Understanding the Generalization Performance of Spectral Clustering Algorithms
This work addresses a theoretical gap in spectral clustering for machine learning researchers, offering incremental improvements with new algorithms and empirical validation.
The paper tackles the lack of theoretical analysis on the generalization performance of spectral clustering algorithms, deriving excess risk bounds with a O(1/√n) convergence rate and proposing two novel algorithms that penalize key quantities and handle out-of-sample data efficiently.

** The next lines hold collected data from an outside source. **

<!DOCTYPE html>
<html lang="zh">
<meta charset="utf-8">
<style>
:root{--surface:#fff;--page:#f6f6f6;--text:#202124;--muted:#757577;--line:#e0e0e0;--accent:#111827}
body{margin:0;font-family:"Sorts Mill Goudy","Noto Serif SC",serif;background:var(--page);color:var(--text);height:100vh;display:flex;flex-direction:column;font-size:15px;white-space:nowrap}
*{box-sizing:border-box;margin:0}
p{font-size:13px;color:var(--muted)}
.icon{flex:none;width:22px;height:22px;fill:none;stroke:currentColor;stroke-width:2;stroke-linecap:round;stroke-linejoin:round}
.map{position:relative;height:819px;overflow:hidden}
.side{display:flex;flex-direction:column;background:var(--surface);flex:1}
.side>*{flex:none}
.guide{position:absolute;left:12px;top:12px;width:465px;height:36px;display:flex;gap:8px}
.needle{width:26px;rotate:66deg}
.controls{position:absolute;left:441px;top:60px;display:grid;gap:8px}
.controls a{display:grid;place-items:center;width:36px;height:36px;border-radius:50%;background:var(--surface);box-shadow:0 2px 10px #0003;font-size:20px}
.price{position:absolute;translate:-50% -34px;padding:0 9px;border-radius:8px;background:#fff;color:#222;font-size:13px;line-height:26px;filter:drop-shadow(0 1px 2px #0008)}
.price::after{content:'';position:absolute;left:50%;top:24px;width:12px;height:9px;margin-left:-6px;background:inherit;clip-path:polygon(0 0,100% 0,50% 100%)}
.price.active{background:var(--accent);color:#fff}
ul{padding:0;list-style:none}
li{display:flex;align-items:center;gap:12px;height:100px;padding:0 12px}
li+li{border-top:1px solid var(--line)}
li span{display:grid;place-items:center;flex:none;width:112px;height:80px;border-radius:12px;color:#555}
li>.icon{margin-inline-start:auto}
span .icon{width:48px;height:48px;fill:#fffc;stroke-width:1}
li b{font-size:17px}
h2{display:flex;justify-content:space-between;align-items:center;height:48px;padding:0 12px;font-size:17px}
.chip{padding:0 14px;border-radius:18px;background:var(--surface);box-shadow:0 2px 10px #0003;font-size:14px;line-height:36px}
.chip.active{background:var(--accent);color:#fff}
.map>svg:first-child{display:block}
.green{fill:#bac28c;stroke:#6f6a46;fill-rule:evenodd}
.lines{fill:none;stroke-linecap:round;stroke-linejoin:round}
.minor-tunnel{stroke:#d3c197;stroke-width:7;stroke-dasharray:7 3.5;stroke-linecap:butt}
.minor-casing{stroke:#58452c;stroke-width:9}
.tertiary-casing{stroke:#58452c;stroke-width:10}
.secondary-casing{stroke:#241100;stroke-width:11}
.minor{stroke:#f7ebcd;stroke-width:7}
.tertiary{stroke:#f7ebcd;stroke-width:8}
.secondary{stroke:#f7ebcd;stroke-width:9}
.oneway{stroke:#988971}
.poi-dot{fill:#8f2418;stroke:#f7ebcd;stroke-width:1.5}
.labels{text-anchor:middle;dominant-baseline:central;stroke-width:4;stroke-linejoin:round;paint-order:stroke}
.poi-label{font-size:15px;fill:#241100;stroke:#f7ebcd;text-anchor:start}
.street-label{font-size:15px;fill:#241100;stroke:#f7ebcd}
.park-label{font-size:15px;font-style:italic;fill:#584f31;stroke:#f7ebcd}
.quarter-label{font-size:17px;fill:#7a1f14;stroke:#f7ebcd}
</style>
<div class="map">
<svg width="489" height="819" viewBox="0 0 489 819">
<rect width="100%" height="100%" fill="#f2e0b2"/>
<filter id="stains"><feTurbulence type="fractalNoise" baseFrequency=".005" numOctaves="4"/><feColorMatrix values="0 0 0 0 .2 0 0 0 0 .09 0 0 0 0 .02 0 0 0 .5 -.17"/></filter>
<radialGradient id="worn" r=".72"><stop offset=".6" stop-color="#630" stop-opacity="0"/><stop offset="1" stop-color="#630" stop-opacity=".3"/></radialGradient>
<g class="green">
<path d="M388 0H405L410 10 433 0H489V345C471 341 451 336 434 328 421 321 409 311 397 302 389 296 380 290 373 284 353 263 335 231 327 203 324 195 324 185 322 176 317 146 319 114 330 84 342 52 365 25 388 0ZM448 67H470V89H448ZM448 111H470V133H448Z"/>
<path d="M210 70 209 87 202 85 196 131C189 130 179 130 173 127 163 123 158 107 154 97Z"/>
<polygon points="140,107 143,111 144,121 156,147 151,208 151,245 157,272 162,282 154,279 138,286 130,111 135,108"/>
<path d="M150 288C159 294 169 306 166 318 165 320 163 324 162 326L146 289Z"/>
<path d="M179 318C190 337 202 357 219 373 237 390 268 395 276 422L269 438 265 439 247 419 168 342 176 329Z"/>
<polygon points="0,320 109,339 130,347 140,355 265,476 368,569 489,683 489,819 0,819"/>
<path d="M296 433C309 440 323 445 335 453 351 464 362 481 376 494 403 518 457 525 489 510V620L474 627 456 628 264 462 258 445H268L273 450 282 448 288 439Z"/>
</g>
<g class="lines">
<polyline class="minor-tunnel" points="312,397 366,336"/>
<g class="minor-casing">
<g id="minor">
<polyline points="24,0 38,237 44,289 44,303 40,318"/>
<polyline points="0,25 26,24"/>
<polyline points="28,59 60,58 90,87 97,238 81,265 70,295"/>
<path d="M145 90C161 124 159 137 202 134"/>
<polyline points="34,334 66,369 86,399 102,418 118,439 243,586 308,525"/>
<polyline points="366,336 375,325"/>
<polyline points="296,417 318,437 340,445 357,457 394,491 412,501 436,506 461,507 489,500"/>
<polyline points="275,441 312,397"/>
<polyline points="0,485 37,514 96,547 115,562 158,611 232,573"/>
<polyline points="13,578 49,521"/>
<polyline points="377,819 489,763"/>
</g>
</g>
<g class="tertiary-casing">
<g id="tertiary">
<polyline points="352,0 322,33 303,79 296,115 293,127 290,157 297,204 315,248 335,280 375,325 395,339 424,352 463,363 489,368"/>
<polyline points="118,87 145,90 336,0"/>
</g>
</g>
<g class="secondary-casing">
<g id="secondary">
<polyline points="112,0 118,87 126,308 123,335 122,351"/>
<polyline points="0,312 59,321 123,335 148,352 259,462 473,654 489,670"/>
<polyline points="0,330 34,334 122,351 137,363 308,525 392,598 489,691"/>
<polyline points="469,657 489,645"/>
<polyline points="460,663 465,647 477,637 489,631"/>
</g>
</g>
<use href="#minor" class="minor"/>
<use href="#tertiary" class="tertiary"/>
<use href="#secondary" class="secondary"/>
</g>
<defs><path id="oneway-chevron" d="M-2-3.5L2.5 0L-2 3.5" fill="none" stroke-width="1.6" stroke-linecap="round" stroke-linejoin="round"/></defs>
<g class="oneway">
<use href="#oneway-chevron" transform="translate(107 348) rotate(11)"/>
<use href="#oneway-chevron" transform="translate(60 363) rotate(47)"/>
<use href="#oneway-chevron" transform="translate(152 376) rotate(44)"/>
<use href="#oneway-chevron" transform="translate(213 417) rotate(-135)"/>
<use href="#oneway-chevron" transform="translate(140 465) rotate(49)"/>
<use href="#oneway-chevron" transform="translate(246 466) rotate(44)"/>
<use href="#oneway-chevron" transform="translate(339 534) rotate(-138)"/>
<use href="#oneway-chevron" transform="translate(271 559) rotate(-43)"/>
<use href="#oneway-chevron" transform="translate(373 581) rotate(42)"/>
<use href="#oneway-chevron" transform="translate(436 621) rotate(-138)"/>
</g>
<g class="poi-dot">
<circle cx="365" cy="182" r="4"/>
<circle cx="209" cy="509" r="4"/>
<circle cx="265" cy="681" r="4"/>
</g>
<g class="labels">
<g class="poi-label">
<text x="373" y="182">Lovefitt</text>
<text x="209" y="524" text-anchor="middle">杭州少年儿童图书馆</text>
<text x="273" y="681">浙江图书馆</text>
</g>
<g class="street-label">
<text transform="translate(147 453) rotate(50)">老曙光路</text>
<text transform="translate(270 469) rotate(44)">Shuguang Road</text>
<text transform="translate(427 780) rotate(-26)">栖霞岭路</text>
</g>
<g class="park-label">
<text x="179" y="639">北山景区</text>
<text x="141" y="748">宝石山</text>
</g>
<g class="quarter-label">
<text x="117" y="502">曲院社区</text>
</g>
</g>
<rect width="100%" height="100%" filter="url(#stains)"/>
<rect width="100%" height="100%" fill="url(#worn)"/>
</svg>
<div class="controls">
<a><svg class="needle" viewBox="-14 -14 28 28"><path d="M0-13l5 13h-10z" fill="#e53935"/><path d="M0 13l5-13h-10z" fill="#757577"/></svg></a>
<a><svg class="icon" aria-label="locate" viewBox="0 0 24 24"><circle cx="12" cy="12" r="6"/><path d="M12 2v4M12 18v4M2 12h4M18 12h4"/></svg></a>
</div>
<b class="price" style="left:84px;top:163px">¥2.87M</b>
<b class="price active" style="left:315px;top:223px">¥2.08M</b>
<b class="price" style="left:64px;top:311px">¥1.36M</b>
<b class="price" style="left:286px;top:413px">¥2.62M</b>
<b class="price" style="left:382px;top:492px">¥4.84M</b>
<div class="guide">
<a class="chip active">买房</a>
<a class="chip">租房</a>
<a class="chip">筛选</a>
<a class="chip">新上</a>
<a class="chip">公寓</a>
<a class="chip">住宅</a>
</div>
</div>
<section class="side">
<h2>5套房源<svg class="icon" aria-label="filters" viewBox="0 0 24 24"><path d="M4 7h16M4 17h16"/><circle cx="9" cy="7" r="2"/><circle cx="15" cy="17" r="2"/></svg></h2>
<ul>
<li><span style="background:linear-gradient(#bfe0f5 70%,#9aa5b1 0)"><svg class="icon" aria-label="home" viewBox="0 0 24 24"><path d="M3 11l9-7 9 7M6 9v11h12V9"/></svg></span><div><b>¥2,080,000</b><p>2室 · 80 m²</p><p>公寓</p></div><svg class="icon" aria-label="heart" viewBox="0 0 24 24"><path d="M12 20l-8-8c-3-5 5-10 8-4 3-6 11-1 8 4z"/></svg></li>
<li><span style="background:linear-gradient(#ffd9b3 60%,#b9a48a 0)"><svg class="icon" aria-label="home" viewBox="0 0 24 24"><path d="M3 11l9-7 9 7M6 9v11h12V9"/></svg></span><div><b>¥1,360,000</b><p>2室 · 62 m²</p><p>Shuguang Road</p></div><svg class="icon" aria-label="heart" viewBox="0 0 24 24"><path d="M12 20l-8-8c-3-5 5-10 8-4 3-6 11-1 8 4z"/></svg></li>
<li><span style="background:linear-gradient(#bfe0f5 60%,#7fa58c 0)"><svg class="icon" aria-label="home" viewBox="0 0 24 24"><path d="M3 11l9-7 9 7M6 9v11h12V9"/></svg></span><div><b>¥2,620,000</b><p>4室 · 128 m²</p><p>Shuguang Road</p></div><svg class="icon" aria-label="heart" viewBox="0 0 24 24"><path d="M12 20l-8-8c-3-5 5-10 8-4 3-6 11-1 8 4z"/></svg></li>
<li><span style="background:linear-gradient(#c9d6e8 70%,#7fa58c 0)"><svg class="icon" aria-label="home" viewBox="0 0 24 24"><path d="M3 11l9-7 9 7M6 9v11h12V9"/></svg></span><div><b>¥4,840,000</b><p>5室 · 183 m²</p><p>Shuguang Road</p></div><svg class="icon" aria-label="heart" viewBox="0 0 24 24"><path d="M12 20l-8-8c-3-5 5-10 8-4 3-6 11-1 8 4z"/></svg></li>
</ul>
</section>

The theoretical analysis of spectral clustering mainly focuses on consistency, while there is relatively little research on its generalization performance. In this paper, we study the excess risk bounds of the popular spectral clustering algorithms: \emph{relaxed} RatioCut and \emph{relaxed} NCut. Firstly, we show that their excess risk bounds between the empirical continuous optimal solution and the population-level continuous optimal solution have a $\mathcal{O}(1/\sqrt{n})$ convergence rate, where $n$ is the sample size. Secondly, we show the fundamental quantity in influencing the excess risk between the empirical discrete optimal solution and the population-level discrete optimal solution. At the empirical level, algorithms can be designed to reduce this quantity. Based on our theoretical analysis, we propose two novel algorithms that can not only penalize this quantity, but also cluster the out-of-sample data without re-eigendecomposition on the overall sample. Experiments verify the effectiveness of the proposed algorithms.